---------- DATA EXTRACTS ----------

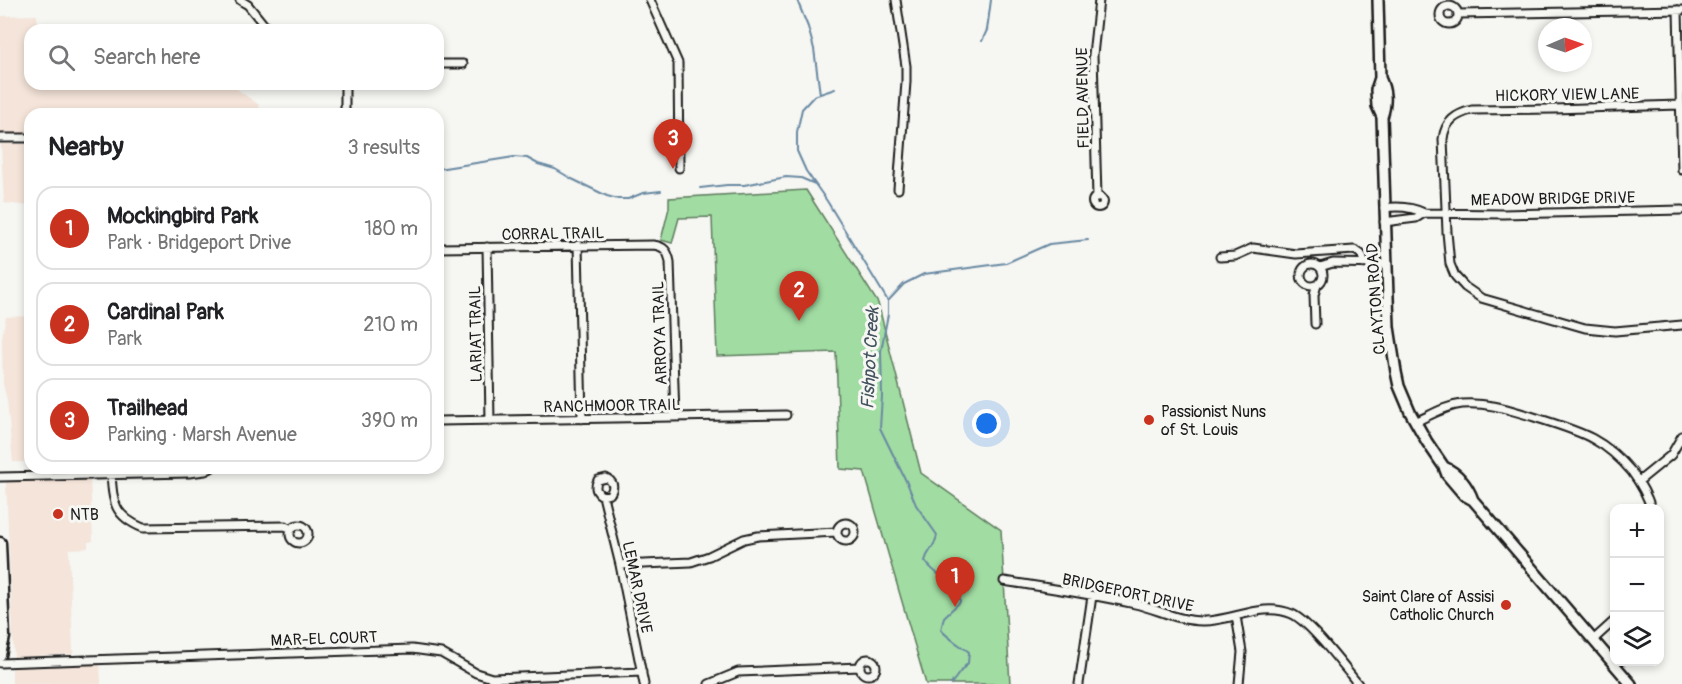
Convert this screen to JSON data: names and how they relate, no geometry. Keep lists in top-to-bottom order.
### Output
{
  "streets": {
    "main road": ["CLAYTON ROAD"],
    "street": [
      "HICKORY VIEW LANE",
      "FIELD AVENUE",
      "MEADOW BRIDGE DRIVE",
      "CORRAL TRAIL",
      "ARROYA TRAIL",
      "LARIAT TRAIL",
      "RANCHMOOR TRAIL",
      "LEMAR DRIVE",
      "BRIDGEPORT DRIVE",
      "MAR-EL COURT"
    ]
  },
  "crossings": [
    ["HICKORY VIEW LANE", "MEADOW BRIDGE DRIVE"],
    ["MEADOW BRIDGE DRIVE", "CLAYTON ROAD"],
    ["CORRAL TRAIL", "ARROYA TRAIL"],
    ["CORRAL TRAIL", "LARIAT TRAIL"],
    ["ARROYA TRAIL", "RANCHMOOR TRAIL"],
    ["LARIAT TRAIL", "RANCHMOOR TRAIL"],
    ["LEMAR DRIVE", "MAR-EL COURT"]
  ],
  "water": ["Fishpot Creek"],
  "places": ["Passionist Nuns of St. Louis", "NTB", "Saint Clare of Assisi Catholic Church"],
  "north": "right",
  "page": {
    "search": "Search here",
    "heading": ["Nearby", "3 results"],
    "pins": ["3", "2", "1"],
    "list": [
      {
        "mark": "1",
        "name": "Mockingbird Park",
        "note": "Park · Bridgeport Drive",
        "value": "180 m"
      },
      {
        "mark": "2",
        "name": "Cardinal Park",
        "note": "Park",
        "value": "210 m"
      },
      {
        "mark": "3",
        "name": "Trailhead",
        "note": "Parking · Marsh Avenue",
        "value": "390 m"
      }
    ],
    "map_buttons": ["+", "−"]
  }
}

----------
---------- DATA EXTRACTS ----------

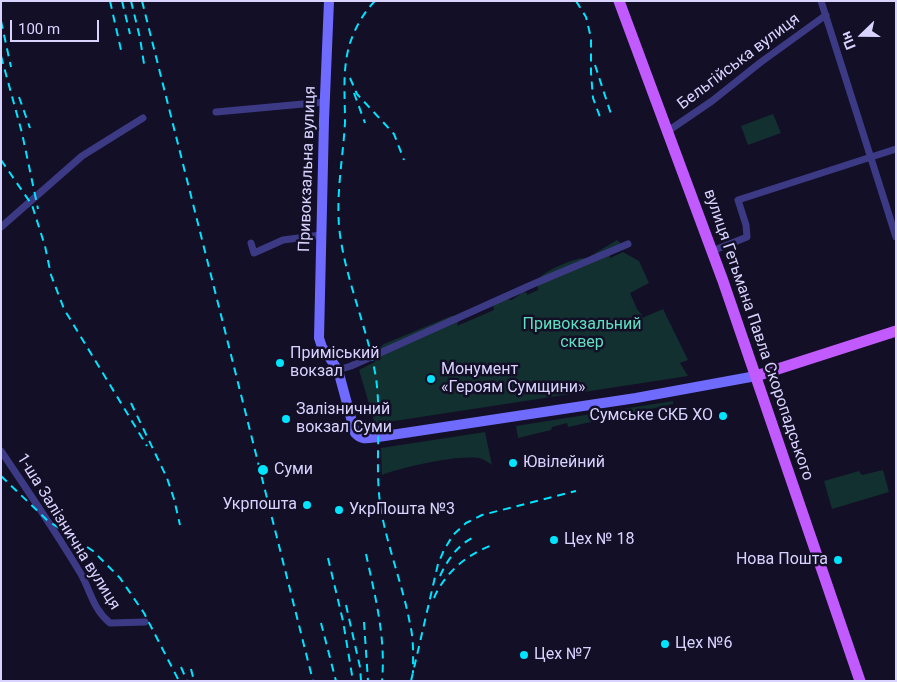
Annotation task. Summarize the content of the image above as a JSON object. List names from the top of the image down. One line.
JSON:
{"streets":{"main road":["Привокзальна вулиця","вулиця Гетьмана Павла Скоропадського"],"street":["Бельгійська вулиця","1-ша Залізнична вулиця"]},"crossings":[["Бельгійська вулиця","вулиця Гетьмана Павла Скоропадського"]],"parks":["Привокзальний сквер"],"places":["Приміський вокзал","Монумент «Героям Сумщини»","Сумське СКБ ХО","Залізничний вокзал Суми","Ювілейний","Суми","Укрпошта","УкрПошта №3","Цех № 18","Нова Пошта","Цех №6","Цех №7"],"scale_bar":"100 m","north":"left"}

----------
---------- DATA EXTRACTS ----------

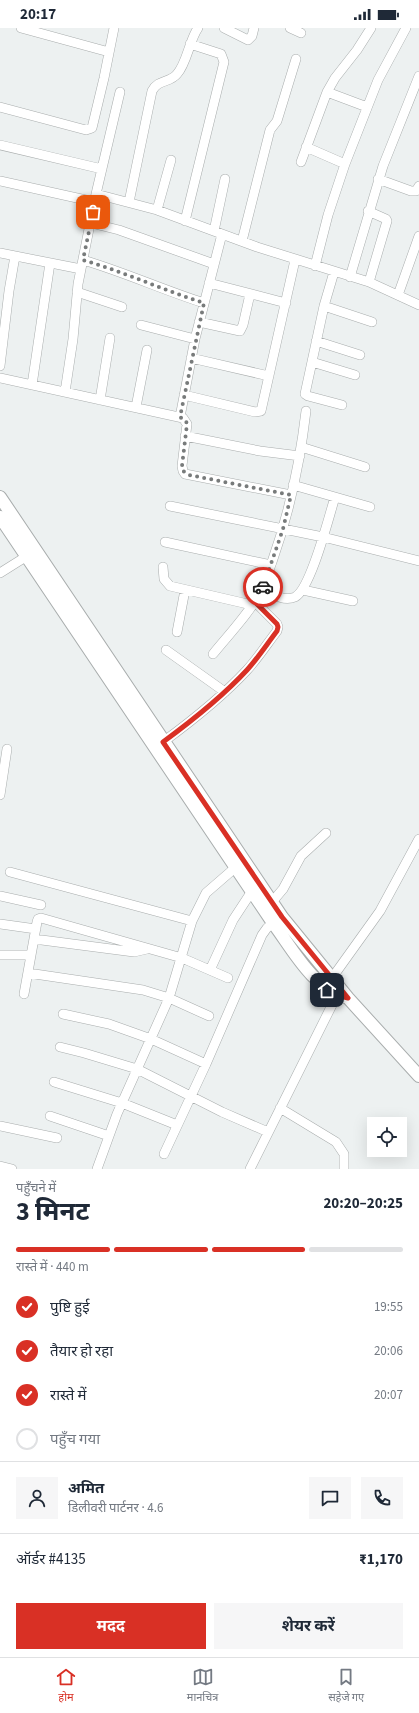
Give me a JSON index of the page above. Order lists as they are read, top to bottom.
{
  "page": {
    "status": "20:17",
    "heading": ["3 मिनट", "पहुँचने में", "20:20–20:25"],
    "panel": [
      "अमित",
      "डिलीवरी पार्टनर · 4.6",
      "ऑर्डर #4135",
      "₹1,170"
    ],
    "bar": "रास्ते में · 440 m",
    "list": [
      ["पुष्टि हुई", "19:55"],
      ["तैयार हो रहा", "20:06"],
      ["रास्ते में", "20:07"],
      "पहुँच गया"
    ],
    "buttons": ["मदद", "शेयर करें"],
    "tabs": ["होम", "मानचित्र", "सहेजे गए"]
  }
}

----------

AIM OF THE EXERCISE
What lines in the material include the string "names"? Pull each one out.

SOLUTION FOR THIS PROBLEM
Convert this screen to JSON data: names and how they relate, no geometry. Keep lists in top-to-bottom order.
Annotation task. Summarize the content of the image above as a JSON object. List names from the top of the image down. One line.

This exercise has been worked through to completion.